Task → Each line below should be written out exactly, with none skipped.

Source information →
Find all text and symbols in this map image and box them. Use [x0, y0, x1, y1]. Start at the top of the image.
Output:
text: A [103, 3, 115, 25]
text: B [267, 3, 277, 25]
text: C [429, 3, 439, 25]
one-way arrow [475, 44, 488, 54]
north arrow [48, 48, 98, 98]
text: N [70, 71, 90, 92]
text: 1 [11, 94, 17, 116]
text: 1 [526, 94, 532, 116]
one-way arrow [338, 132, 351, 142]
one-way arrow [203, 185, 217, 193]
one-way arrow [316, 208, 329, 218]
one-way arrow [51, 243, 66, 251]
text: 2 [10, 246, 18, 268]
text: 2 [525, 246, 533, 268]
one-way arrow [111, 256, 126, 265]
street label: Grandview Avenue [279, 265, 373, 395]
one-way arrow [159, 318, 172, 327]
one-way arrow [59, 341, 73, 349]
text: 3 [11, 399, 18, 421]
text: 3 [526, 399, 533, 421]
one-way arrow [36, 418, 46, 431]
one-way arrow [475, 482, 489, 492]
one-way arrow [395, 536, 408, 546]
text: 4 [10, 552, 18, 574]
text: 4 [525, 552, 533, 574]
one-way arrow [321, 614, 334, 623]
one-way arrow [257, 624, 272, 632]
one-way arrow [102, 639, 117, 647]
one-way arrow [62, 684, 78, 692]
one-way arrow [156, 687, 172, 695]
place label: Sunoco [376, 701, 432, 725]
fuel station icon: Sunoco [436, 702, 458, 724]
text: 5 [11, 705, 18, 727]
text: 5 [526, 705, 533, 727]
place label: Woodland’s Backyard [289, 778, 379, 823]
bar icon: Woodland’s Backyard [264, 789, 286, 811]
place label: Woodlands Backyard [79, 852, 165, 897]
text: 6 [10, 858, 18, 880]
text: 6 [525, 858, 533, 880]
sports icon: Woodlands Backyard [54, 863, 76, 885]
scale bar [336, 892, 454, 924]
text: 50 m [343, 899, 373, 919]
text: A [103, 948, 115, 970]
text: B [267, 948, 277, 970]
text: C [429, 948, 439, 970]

Solution to this exercise →
Find all text and symbols in this map image and box them. Use [x0, y0, x1, y1]. Start at the top of the image.
Output:
text: A [103, 3, 115, 25]
text: B [267, 3, 277, 25]
text: C [429, 3, 439, 25]
one-way arrow [475, 44, 488, 54]
north arrow [48, 48, 98, 98]
text: N [70, 71, 90, 92]
text: 1 [11, 94, 17, 116]
text: 1 [526, 94, 532, 116]
one-way arrow [338, 132, 351, 142]
one-way arrow [203, 185, 217, 193]
one-way arrow [316, 208, 329, 218]
one-way arrow [51, 243, 66, 251]
text: 2 [10, 246, 18, 268]
text: 2 [525, 246, 533, 268]
one-way arrow [111, 256, 126, 265]
street label: Grandview Avenue [279, 265, 373, 395]
one-way arrow [159, 318, 172, 327]
one-way arrow [59, 341, 73, 349]
text: 3 [11, 399, 18, 421]
text: 3 [526, 399, 533, 421]
one-way arrow [36, 418, 46, 431]
one-way arrow [475, 482, 489, 492]
one-way arrow [395, 536, 408, 546]
text: 4 [10, 552, 18, 574]
text: 4 [525, 552, 533, 574]
one-way arrow [321, 614, 334, 623]
one-way arrow [257, 624, 272, 632]
one-way arrow [102, 639, 117, 647]
one-way arrow [62, 684, 78, 692]
one-way arrow [156, 687, 172, 695]
place label: Sunoco [376, 701, 432, 725]
fuel station icon: Sunoco [436, 702, 458, 724]
text: 5 [11, 705, 18, 727]
text: 5 [526, 705, 533, 727]
place label: Woodland’s Backyard [289, 778, 379, 823]
bar icon: Woodland’s Backyard [264, 789, 286, 811]
place label: Woodlands Backyard [79, 852, 165, 897]
text: 6 [10, 858, 18, 880]
text: 6 [525, 858, 533, 880]
sports icon: Woodlands Backyard [54, 863, 76, 885]
scale bar [336, 892, 454, 924]
text: 50 m [343, 899, 373, 919]
text: A [103, 948, 115, 970]
text: B [267, 948, 277, 970]
text: C [429, 948, 439, 970]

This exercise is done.